Обсуждение: Database Optimization and Peformance

Поиск
Список
Период
Сортировка

Database Optimization and Peformance

От
Joe McClintock
Дата:
I have inherited the management of a Postgresql 8.0.3 database of around
2.3 GB and growing. I’m still coming up to speed on Postgresql db
administration so I’m not an expert although I have had quite a bit of
experience with Oracle for what that is worth.

Recently we had an issue with extreme performance degradation on a pair
of key tables where a simple “select * from [table name]” had gone for
1.08 mill sec 37 to 45 sec. This caused a very negative impact on the
performance of our web application. We had just loaded about 1.2 M rows
of data to the db on the previous Wednesday and on Thursday and Friday
the database and application performance was good. Weekend activity is
pretty low so it was surprising to find on Monday the db and application
performance in terrible shape. If the data load degraded database
performance why did it take 4 days for the problem to manifest? Regular
nightly backups are done but as far as I can tell vacuum, analyze and
reindex has been done only when needed which to this point has not been
very often.

I ran a vacuum, analyze and reindex on the database with no change in
performance, query time was still 37+ sec, a little worse. On our test
system I found that a db_dump from production and then restore brought
the database back to full performance. So in desperation I shut down the
production application, backed up the production database, rename the
production db, create a new empty production db and restored the
production backup to the empty db. After a successful db restore and
restart of the web application, everything was then up and running like
a top.

My concern is this, doing a backup and restore does not seem an
appropriate way manage database fragmentation and performance. The
documentation I have read indicates that vacuum, analyze reindex are the
tools to use to de-fragment and optimize the database. In my case they
did not work and reindexing made query performance slightly worse. Am I
missing something? As the database grows, will I need to essentially
rebuild the db on a regular basis?

Thanks


Re: Database Optimization and Peformance

От
Jeff Frost
Дата:
On Wed, 30 Aug 2006, Joe McClintock wrote:

> I ran a vacuum, analyze and reindex on the database with no change in
> performance, query time was still 37+ sec, a little worse. On our test system
> I found that a db_dump from production and then restore brought the database
> back to full performance. So in desperation I shut down the production
> application, backed up the production database, rename the production db,
> create a new empty production db and restored the production backup to the
> empty db. After a successful db restore and restart of the web application,
> everything was then up and running like a top.

Joe,

I would guess that since the dump/restore yielded good performance once again,
a VACUUM FULL would have also fixed the problem.  How are your FSM settings in
the conf file?  Can you run VACUUM VERBOSE and send us the last 10 or so lines
of output?

A good article on FSM settings can be found here:

http://www.pervasive-postgres.com/instantkb13/article.aspx?id=10087&cNode=5K1C3W

You probably should consider setting up autovacuum and definitely should
upgrade to at least 8.0.8 if not 8.1.4 when you get the chance.

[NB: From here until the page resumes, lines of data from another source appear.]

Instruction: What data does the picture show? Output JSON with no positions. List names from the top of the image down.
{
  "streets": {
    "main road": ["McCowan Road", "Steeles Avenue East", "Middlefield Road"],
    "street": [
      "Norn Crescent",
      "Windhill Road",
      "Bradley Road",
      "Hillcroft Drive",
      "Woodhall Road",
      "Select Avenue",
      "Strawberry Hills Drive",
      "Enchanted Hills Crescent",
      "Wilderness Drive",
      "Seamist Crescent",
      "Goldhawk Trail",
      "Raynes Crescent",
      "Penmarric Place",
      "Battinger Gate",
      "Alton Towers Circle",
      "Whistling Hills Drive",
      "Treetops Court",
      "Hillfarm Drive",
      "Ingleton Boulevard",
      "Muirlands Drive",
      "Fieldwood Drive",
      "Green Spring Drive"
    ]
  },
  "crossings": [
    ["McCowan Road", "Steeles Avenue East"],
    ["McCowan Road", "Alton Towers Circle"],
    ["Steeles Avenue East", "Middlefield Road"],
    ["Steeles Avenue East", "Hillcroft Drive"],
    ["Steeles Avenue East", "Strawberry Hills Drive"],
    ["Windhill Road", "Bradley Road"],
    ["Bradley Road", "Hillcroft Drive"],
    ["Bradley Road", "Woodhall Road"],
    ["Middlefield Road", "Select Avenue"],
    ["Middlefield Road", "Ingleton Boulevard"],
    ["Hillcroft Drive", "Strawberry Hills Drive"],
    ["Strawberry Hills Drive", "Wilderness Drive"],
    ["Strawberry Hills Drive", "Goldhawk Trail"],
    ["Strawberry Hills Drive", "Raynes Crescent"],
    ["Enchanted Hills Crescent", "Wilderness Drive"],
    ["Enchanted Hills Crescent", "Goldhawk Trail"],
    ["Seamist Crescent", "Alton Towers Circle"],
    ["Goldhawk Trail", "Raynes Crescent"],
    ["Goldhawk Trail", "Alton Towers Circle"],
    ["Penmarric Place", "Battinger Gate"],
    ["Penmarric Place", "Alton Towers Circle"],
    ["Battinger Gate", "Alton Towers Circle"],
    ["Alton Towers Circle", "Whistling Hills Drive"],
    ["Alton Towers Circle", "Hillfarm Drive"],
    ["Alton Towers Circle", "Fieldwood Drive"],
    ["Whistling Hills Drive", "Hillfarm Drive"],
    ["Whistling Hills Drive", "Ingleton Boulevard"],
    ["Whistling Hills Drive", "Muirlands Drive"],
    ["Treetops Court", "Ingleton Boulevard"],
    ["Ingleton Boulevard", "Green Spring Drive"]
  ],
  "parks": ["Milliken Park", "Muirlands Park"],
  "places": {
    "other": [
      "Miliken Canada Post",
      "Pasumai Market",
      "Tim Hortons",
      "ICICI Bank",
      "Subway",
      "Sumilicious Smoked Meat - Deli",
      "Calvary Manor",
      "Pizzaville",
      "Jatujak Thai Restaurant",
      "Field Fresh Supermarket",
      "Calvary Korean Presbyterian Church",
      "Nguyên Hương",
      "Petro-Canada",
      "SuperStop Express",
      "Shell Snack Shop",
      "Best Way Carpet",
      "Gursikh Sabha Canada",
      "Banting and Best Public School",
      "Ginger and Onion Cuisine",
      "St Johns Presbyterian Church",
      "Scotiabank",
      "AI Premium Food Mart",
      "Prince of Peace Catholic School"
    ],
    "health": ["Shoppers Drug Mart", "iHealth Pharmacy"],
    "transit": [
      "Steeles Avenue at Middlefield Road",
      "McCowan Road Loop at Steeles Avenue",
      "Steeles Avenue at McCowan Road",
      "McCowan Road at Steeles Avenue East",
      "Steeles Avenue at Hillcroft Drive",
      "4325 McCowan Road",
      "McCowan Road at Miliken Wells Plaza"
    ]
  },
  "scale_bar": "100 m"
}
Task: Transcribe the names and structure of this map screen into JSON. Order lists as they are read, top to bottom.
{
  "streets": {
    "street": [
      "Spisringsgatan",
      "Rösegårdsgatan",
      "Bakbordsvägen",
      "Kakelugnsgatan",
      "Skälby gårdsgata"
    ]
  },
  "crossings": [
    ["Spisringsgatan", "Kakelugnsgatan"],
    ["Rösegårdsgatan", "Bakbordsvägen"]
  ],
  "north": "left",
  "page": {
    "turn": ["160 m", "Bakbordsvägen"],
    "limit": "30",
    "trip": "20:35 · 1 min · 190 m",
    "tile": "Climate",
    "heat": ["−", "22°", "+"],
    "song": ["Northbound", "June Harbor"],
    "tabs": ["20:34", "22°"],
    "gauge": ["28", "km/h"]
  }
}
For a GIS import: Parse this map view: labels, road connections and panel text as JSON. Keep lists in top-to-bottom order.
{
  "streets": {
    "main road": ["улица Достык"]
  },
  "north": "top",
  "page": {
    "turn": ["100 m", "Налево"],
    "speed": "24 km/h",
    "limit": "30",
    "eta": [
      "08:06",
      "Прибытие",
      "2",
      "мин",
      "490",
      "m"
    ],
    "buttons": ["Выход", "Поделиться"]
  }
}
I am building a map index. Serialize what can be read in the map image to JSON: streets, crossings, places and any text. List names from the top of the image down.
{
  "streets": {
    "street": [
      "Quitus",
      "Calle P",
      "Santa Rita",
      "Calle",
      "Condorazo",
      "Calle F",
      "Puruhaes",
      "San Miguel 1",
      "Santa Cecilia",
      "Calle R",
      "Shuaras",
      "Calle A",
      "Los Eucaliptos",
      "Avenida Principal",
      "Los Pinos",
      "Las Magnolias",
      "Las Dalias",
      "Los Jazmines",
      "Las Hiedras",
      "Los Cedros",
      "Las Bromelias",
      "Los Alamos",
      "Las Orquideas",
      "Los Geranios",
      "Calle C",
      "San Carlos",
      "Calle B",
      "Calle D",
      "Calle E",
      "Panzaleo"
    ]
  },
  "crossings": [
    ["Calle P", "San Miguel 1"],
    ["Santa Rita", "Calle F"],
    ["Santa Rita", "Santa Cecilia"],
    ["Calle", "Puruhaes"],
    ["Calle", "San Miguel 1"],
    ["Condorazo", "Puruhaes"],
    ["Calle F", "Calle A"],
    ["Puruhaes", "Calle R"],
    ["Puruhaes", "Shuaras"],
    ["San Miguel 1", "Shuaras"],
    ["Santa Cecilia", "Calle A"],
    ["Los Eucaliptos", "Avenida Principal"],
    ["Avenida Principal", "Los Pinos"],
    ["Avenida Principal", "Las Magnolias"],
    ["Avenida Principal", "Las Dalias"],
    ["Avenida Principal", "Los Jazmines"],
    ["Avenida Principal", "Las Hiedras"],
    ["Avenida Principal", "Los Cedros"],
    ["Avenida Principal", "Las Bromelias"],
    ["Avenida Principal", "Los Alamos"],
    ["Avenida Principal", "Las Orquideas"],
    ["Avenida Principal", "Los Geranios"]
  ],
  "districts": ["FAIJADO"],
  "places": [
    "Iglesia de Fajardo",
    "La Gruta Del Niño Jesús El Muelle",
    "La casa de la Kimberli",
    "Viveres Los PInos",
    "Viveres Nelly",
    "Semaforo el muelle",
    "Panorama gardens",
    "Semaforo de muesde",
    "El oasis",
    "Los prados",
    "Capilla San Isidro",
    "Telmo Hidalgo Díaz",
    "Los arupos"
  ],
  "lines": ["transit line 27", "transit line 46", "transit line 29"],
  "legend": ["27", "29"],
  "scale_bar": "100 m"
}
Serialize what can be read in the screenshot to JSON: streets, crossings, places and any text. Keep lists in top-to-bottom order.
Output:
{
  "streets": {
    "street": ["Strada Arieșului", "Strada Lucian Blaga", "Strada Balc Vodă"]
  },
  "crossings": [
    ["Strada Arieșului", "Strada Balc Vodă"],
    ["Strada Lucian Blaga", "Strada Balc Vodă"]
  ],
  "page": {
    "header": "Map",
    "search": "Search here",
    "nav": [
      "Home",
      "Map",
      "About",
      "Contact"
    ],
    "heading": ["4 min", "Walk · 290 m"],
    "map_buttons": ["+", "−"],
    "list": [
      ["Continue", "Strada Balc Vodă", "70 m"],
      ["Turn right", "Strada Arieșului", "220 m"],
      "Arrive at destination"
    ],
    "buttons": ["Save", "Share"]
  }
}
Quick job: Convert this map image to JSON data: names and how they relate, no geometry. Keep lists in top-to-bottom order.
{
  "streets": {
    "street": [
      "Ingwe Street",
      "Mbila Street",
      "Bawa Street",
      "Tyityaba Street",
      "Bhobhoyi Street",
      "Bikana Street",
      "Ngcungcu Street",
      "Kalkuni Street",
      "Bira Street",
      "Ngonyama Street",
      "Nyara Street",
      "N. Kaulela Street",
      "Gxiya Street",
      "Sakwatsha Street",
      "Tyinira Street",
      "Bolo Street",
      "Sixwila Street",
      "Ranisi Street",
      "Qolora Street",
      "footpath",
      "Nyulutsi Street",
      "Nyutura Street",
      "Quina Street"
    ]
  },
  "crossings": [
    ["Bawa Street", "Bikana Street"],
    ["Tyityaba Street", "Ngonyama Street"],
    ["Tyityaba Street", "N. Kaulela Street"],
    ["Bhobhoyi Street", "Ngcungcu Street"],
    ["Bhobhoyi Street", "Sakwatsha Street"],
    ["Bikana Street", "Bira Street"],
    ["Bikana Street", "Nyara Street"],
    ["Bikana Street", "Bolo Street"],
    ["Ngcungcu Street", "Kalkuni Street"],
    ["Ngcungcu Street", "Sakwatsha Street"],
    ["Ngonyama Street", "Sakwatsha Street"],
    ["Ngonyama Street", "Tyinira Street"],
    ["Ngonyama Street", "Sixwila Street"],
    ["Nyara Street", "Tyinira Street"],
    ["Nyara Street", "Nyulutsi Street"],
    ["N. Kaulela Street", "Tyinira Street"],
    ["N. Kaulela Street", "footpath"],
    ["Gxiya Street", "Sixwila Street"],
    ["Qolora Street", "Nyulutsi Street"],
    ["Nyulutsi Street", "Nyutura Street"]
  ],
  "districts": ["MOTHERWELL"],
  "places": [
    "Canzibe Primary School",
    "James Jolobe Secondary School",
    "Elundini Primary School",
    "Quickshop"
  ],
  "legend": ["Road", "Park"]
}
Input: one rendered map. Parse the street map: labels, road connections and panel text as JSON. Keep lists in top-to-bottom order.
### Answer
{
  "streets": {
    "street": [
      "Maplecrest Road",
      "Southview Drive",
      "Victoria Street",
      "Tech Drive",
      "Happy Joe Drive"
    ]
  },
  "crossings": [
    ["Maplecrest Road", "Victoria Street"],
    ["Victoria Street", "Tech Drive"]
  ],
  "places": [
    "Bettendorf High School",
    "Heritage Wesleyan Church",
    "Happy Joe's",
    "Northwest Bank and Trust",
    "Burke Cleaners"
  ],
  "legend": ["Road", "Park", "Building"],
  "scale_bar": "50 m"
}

When you loaded the new data did you delete or update old data or was it just
a straight insert?

--
Jeff Frost, Owner     <jeff@frostconsultingllc.com>
Frost Consulting, LLC     http://www.frostconsultingllc.com/
Phone: 650-780-7908    FAX: 650-649-1954

Re: Database Optimization and Peformance

От
Jeff Frost
Дата:
On Wed, 30 Aug 2006, Joe McClintock wrote:

> Looking at the postgresql.config the lines for max_fsm_pages and
> max_fsm_relations are commented out so they have the default 20000 pages and
> 1000 relations.  Should we up these defaults?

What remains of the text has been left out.